M. Colettis ne voulait ni courir le risque de s'user dans le premier ministère chargé de faire le premier essai de la constitution, ni contracter une longue et intime alliance avec M. Maurocordato, le client de l'Angleterre, de la puissance la plus favorable à la Turquie et la plus contraire à l'agrandissement de la Grèce. Dans son patriotique orgueil, il se réservait pour un avenir infiniment plus éloigné qu'il ne le pensait, et qu'il n'était pas en état d'avancer d'un jour.

M. Maurocordato hésitait beaucoup à se charger seul du pouvoir. Il alla demander à M. Piscatory s'il pouvait compter sur le concours de la légation française.
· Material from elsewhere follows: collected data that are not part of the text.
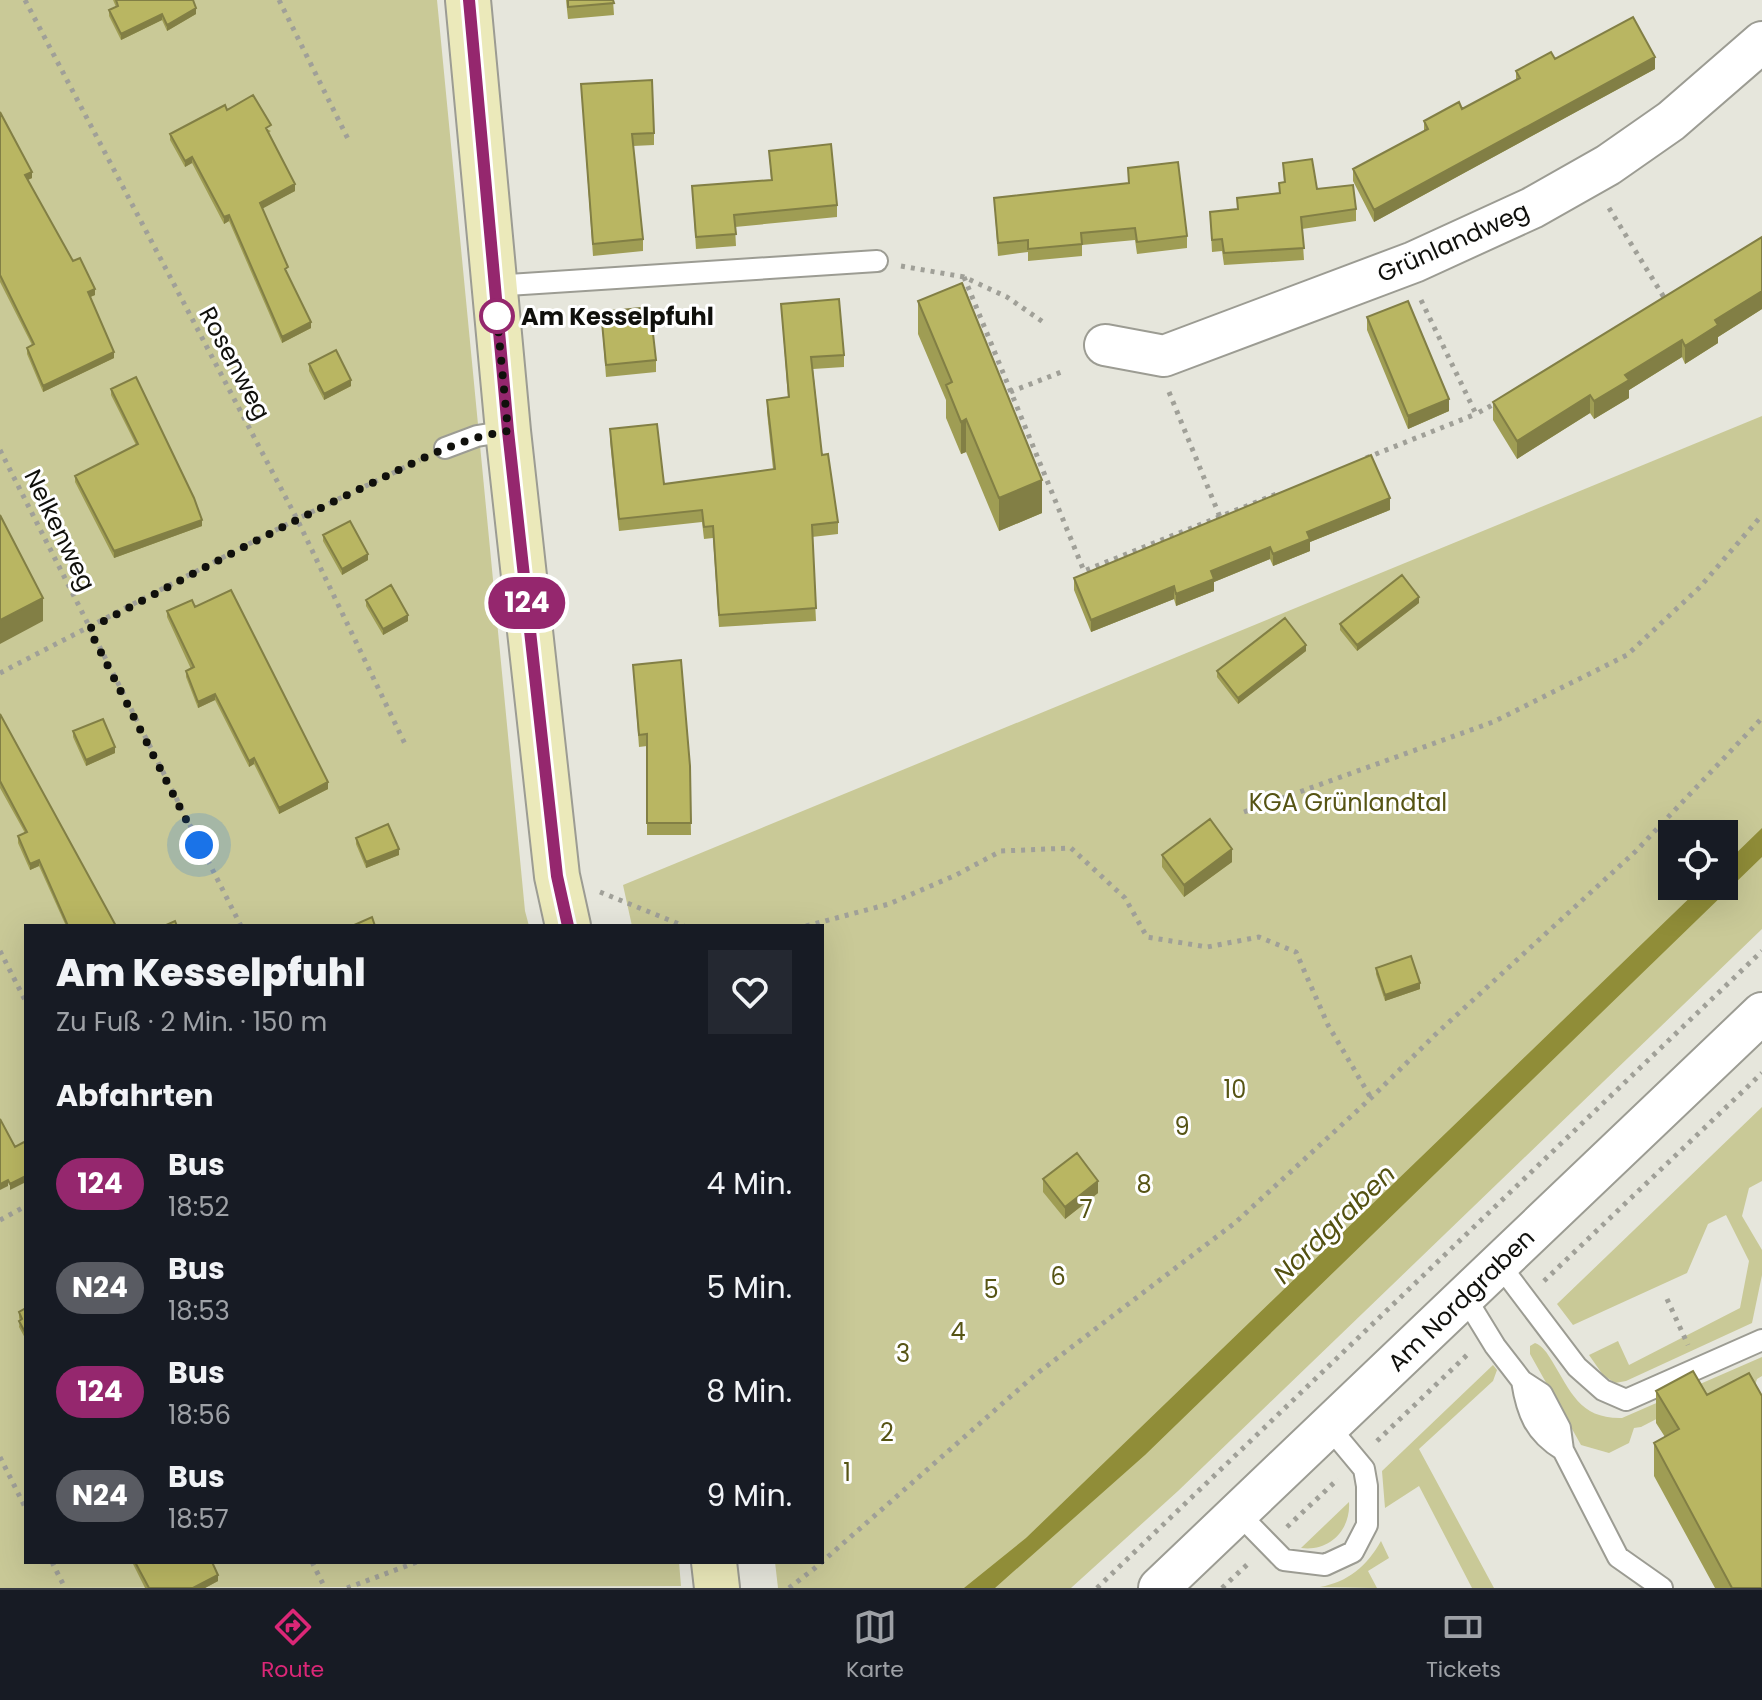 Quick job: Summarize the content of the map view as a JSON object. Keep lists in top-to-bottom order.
{
  "streets": {
    "street": ["Grünlandweg", "Am Nordgraben"],
    "path": ["Rosenweg", "Nelkenweg"]
  },
  "water": ["Nordgraben"],
  "parks": [
    "KGA Grünlandtal",
    "10",
    "9",
    "8",
    "7",
    "6",
    "5",
    "4",
    "3",
    "2",
    "1"
  ],
  "places": ["Am Kesselpfuhl"],
  "lines": ["bus line 124"],
  "page": {
    "on_map": "124",
    "heading": [
      ["Am Kesselpfuhl", "Zu Fuß · 2 Min. · 150 m"],
      "Abfahrten"
    ],
    "list": [
      {
        "mark": "124",
        "name": "Bus",
        "note": "18:52",
        "value": "4 Min."
      },
      {
        "mark": "N24",
        "name": "Bus",
        "note": "18:53",
        "value": "5 Min."
      },
      {
        "mark": "124",
        "name": "Bus",
        "note": "18:56",
        "value": "8 Min."
      },
      {
        "mark": "N24",
        "name": "Bus",
        "note": "18:57",
        "value": "9 Min."
      }
    ],
    "tabs": ["Route", "Karte", "Tickets"]
  }
}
M. Piscatory lui en donna l'assurance. Le cabinet fut formé. Quelques jours après, M. Maurocordato m'écrivit pour m'expliquer son acceptation et réclamer de nouveau mon appui qu'une fois déjà je lui avais prêté. Je le lui promis. M. Piscatory s'employa efficacement à obtenir de M. Colettis la promesse de ne point attaquer le nouveau cabinet: «Après une première lettre amère à Maurocordato, m'écrivait-il[84], il lui en a adressé une très-bonne et je suis certain qu'il tiendra parole. Je le vois tous les jours, et toujours à l'oeuvre pour contenir ses vieux amis exclusifs, rancuniers, voulant tout pour eux et disant, avec un grand étonnement de n'être pas crus:—Nous sommes la France; les autres sont l'Angleterre.—C'est là une stupidité avec laquelle il fallait en finir. Ce ne pouvait être que par un coup d'éclat. J'en ai accepté la responsabilité, et je ne m'en repens pas, toujours à condition que ce ne sera pas, pour vous, une difficulté.»

[Note 84: Le 15 avril 1844.]

Ce n'était pas à Londres que la difficulté pouvait naître. La satisfaction y fut grande; «Les nouvelles de Grèce ont fait ici merveille, m'écrivit M. de Sainte-Aulaire[85]; la conduite de M. Piscatory est fort appréciée. Après avoir lu son rapport du 10 avril, lord Aberdeen m'a prié de le lui laisser, et il l'a envoyé à sir Robert Peel avec ces mots:—Voilà à quoi sert l'entente.—Sir Robert Peel le lui a renvoyé en disant qu'il en était charmé «et que cette conduite de notre ministre à Athènes ranimait un peu ses espérances pour l'Espagne.»

[Note 85: Les 2 et 3 mai 1844.]

La satisfaction anglaise ne fut pas de longue durée; il fut bientôt évident que le ministère Maurocordato ne réussirait pas. Son chef était un homme d'un esprit juste et fin, d'une assez grande activité administrative et diplomatique, d'un patriotisme sincère, d'une intégrité reconnue, mais sans puissance naturelle de caractère et de volonté, enclin à mettre partout l'adresse à la place de l'énergie, et aussi peu capable de résister à ses amis que de lutter contre ses adversaires. Il n'était d'ailleurs le représentant d'aucun des grands partis politiques de la Grèce, ni du parti guerrier ni du parti religieux; il venait du Fanar, et les Fanariotes étaient suspects et odieux au peuple grec. M. Maurocordato n'avait de force que son mérite personnel, des amis épars et l'appui de l'Angleterre. C'était trop peu pour la tâche difficile qu'il avait à accomplir, surtout pour la mise en pratique de la loi électorale que l'assemblée nationale avait votée avec la constitution, et qui devait former la première chambre des députés. Les élections tournèrent contre lui avec éclat; il n'était évidemment qu'un pouvoir de surface et de passage, sans racines dans le pays; ce fut de ses deux rivaux, MM. Colettis et Metaxa, surtout de M. Colettis, que les élections démontrèrent l'influence et réclamèrent le gouvernement.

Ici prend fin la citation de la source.